## ENTRIES SHOWN
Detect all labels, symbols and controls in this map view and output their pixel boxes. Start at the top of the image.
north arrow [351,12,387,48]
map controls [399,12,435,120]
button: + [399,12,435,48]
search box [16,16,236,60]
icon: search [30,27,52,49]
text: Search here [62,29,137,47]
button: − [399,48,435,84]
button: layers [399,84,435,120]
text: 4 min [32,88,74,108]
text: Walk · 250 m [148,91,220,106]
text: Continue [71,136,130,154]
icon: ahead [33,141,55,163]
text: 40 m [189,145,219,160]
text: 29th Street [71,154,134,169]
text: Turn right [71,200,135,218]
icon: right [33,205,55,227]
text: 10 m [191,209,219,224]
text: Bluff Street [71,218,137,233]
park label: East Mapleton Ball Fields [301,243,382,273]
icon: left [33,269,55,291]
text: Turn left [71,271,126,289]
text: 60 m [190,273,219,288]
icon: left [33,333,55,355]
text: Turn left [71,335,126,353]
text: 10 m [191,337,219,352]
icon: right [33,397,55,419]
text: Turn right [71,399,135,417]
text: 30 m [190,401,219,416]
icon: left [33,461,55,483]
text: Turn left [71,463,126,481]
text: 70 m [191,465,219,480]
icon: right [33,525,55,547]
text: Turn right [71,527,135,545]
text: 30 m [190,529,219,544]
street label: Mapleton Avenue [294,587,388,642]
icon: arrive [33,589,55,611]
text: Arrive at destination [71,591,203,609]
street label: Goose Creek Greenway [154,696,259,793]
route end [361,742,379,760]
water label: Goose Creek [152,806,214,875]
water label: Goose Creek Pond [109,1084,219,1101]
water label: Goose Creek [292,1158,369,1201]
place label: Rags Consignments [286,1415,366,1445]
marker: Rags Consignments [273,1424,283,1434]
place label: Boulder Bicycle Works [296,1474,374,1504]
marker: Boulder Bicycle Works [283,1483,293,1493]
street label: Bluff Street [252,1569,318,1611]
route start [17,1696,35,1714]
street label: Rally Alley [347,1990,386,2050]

## ABOUT THIS TASK
Whenever a line in the material contains the word "Rags", copy that line.

## TASK RESULT
place label: Rags Consignments [286,1415,366,1445]
marker: Rags Consignments [273,1424,283,1434]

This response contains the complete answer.